[[ Material for this exercise, beginning ]]

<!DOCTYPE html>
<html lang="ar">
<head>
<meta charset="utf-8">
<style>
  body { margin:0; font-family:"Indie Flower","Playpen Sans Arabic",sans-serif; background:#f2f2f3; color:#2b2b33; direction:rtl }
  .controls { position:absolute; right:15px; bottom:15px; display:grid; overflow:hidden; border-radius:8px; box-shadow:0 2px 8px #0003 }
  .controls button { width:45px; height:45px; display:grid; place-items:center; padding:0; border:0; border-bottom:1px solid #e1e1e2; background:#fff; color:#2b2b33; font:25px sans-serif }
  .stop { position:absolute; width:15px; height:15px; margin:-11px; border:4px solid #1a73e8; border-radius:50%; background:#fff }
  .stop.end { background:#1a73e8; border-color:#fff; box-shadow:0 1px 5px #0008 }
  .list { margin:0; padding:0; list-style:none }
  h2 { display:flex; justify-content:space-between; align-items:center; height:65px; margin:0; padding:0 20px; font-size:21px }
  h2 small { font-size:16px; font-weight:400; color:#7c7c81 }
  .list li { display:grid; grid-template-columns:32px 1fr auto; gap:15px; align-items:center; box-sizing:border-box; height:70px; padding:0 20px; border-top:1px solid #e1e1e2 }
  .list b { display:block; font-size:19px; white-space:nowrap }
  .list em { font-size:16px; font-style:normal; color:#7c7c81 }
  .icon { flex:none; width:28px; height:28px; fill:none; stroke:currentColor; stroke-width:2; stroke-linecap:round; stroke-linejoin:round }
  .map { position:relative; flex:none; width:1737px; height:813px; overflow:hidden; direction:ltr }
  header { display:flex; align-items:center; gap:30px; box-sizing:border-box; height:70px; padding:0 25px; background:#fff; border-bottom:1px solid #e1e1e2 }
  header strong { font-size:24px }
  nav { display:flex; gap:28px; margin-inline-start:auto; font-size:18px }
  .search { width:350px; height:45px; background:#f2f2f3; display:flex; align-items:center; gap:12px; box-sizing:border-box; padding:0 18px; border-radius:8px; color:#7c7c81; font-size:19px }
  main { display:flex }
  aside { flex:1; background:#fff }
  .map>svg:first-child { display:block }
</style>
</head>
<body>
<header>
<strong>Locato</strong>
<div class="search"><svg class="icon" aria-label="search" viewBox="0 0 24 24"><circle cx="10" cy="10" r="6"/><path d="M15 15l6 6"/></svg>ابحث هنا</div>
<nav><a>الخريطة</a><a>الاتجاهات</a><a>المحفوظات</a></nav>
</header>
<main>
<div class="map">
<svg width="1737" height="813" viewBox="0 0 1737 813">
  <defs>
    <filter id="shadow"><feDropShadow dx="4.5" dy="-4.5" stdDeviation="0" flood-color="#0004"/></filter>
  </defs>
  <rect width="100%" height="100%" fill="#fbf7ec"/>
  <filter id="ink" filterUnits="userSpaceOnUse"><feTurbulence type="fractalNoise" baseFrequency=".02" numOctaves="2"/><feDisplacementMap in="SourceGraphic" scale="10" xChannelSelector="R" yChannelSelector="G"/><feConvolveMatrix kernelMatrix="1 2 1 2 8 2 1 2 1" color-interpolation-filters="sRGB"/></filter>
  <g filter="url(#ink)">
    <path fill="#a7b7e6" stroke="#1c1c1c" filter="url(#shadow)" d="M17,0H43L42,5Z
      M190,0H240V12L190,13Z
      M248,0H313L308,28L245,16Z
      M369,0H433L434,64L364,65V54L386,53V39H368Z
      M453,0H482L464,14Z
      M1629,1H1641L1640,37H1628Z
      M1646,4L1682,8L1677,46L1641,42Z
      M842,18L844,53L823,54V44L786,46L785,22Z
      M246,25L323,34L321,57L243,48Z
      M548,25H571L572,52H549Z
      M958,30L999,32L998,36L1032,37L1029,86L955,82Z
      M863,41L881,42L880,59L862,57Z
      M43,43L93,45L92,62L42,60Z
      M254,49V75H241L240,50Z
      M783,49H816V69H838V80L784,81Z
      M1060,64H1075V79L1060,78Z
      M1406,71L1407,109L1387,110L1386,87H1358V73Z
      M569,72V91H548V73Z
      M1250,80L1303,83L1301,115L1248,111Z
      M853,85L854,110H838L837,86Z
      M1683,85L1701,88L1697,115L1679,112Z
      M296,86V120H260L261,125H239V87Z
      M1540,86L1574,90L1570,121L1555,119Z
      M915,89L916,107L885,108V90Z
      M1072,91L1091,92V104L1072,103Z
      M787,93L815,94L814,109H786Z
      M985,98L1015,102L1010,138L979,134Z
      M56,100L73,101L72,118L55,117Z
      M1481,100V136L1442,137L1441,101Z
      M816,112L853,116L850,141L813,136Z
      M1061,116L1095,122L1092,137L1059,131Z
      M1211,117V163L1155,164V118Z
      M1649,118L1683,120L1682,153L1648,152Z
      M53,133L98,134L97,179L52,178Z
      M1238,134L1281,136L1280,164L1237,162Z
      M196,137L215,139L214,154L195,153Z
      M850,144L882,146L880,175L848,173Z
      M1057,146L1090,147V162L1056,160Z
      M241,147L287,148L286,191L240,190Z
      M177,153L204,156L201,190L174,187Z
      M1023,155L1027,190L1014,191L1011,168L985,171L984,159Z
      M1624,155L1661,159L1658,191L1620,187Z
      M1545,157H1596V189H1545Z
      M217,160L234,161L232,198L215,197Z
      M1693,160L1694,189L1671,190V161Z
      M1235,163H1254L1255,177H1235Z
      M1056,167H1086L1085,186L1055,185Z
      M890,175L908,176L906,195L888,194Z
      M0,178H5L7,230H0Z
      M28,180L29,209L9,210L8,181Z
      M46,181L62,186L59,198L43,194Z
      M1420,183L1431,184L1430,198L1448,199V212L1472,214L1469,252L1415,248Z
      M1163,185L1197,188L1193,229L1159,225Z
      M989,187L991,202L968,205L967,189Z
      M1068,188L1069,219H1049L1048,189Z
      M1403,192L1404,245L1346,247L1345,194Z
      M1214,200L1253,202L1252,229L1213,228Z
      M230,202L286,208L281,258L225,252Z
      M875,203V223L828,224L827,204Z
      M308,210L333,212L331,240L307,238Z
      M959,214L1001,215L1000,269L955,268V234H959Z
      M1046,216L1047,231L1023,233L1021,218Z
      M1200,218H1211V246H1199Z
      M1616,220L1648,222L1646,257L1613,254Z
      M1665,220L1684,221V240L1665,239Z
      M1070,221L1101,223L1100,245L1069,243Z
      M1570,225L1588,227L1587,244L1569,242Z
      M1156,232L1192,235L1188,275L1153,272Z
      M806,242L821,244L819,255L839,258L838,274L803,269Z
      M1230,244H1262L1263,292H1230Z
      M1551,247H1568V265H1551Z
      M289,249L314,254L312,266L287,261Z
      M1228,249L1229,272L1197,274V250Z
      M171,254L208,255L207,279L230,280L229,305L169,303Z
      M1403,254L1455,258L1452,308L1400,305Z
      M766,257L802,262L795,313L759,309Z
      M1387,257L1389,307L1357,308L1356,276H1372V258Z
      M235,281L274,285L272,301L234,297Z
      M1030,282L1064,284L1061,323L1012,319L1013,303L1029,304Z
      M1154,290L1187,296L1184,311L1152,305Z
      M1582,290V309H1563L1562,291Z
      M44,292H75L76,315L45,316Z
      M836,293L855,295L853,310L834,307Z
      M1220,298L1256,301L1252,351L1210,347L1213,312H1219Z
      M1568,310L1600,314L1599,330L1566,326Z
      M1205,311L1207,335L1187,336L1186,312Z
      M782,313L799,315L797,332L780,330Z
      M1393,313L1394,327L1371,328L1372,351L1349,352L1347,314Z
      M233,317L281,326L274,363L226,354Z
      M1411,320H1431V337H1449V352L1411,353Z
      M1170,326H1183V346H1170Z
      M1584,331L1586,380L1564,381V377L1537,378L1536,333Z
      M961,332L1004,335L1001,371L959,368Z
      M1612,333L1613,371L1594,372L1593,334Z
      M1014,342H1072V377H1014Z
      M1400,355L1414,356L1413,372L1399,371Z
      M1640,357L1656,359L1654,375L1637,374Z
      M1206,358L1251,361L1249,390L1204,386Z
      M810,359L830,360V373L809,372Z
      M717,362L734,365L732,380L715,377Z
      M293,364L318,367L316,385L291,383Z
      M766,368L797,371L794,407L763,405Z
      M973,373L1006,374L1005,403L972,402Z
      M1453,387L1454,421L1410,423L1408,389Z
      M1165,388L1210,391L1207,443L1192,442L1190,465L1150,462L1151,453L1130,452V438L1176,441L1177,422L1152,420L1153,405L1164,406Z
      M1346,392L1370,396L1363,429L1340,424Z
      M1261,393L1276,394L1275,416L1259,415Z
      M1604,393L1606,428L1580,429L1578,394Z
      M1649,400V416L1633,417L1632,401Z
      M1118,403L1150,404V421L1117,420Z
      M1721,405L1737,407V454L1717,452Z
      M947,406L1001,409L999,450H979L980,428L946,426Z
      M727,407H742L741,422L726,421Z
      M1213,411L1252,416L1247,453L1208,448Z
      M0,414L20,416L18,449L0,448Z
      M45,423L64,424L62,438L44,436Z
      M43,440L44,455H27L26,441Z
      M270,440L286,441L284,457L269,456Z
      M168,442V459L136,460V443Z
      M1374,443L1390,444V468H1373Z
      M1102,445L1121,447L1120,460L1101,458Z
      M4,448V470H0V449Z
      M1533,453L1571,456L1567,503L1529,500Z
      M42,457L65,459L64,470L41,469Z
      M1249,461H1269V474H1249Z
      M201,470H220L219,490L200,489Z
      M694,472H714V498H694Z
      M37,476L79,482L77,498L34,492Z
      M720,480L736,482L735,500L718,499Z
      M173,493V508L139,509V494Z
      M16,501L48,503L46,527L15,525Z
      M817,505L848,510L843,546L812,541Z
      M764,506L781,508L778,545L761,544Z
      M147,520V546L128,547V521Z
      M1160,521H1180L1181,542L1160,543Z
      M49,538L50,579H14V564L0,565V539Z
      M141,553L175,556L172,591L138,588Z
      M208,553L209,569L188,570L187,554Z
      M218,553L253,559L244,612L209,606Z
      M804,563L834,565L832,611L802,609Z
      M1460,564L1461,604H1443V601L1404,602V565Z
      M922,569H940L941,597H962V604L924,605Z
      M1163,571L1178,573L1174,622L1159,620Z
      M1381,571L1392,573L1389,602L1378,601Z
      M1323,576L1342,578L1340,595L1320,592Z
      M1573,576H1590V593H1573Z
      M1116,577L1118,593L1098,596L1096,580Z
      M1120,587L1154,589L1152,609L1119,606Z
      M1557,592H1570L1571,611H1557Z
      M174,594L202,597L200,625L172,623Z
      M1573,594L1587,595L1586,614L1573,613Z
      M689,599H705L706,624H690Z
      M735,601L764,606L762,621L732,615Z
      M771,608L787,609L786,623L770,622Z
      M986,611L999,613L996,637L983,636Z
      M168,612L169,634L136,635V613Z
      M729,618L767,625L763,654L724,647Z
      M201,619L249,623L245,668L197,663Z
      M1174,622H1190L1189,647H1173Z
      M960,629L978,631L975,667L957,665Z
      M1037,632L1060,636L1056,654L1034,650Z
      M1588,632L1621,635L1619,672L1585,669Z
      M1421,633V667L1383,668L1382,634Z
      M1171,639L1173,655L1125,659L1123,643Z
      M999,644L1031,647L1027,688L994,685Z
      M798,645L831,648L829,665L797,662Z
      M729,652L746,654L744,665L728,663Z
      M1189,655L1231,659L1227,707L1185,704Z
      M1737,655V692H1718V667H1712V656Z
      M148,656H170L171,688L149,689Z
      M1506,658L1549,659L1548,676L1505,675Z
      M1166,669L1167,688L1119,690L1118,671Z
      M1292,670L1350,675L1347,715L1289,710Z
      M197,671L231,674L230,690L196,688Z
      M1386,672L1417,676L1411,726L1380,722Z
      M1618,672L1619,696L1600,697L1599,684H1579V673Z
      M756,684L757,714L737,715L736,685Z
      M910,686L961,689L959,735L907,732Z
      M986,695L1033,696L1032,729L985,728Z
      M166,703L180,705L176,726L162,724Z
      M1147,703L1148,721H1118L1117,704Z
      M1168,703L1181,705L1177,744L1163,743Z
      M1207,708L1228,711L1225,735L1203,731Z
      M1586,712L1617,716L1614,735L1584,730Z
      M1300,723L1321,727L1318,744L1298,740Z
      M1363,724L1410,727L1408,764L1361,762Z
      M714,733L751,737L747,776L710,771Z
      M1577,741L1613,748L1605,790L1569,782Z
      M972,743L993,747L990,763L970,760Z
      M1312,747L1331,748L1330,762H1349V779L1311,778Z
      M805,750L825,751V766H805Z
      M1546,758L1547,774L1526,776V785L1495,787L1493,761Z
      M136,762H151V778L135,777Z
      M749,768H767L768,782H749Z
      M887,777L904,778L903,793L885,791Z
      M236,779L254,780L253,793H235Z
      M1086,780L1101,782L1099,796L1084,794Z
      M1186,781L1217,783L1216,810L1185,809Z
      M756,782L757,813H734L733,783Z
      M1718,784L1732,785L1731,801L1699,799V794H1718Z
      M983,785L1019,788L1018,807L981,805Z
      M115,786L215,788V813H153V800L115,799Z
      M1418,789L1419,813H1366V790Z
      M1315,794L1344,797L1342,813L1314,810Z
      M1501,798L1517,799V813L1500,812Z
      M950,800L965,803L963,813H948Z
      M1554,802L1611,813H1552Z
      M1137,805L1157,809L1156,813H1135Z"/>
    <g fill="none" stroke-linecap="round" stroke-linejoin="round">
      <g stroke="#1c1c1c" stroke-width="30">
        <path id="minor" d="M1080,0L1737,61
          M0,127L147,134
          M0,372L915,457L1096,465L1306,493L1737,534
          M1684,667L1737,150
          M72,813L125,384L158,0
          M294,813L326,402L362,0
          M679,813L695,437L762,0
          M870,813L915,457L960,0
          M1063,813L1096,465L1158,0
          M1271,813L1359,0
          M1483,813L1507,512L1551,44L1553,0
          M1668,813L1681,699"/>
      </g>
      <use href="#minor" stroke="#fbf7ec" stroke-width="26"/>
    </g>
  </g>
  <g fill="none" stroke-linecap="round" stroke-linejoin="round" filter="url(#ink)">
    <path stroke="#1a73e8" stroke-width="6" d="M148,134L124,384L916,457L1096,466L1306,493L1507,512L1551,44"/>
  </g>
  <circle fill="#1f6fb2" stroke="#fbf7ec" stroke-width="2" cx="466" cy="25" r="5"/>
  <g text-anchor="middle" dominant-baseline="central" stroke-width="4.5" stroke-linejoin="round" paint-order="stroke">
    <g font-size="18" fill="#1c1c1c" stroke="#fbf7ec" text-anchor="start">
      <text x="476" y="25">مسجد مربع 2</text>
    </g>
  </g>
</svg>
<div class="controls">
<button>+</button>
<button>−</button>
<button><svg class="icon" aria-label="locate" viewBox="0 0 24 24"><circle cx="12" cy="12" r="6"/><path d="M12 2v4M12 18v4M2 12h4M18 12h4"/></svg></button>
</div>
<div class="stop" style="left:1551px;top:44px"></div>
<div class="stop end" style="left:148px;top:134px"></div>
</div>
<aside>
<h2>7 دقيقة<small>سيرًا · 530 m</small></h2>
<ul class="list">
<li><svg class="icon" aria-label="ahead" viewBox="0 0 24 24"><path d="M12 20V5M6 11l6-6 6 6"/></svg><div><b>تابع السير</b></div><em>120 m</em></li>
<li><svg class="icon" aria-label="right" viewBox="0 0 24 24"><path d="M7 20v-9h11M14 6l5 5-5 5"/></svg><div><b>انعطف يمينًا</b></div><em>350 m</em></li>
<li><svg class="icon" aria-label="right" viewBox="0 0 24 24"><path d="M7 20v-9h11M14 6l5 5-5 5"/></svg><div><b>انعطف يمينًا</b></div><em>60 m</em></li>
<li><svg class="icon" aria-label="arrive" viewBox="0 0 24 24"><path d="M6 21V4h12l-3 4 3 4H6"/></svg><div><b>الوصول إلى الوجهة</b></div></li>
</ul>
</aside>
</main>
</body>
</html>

[[ Material for this exercise, end ]]

**Your task**
Retype the first line of the entries and every line after it, please, through the line that contains "flex:none; width:28px; height:28px;". Add nothing.

**Answer to the problem**
<!DOCTYPE html>
<html lang="ar">
<head>
<meta charset="utf-8">
<style>
  body { margin:0; font-family:"Indie Flower","Playpen Sans Arabic",sans-serif; background:#f2f2f3; color:#2b2b33; direction:rtl }
  .controls { position:absolute; right:15px; bottom:15px; display:grid; overflow:hidden; border-radius:8px; box-shadow:0 2px 8px #0003 }
  .controls button { width:45px; height:45px; display:grid; place-items:center; padding:0; border:0; border-bottom:1px solid #e1e1e2; background:#fff; color:#2b2b33; font:25px sans-serif }
  .stop { position:absolute; width:15px; height:15px; margin:-11px; border:4px solid #1a73e8; border-radius:50%; background:#fff }
  .stop.end { background:#1a73e8; border-color:#fff; box-shadow:0 1px 5px #0008 }
  .list { margin:0; padding:0; list-style:none }
  h2 { display:flex; justify-content:space-between; align-items:center; height:65px; margin:0; padding:0 20px; font-size:21px }
  h2 small { font-size:16px; font-weight:400; color:#7c7c81 }
  .list li { display:grid; grid-template-columns:32px 1fr auto; gap:15px; align-items:center; box-sizing:border-box; height:70px; padding:0 20px; border-top:1px solid #e1e1e2 }
  .list b { display:block; font-size:19px; white-space:nowrap }
  .list em { font-size:16px; font-style:normal; color:#7c7c81 }
  .icon { flex:none; width:28px; height:28px; fill:none; stroke:currentColor; stroke-width:2; stroke-linecap:round; stroke-linejoin:round }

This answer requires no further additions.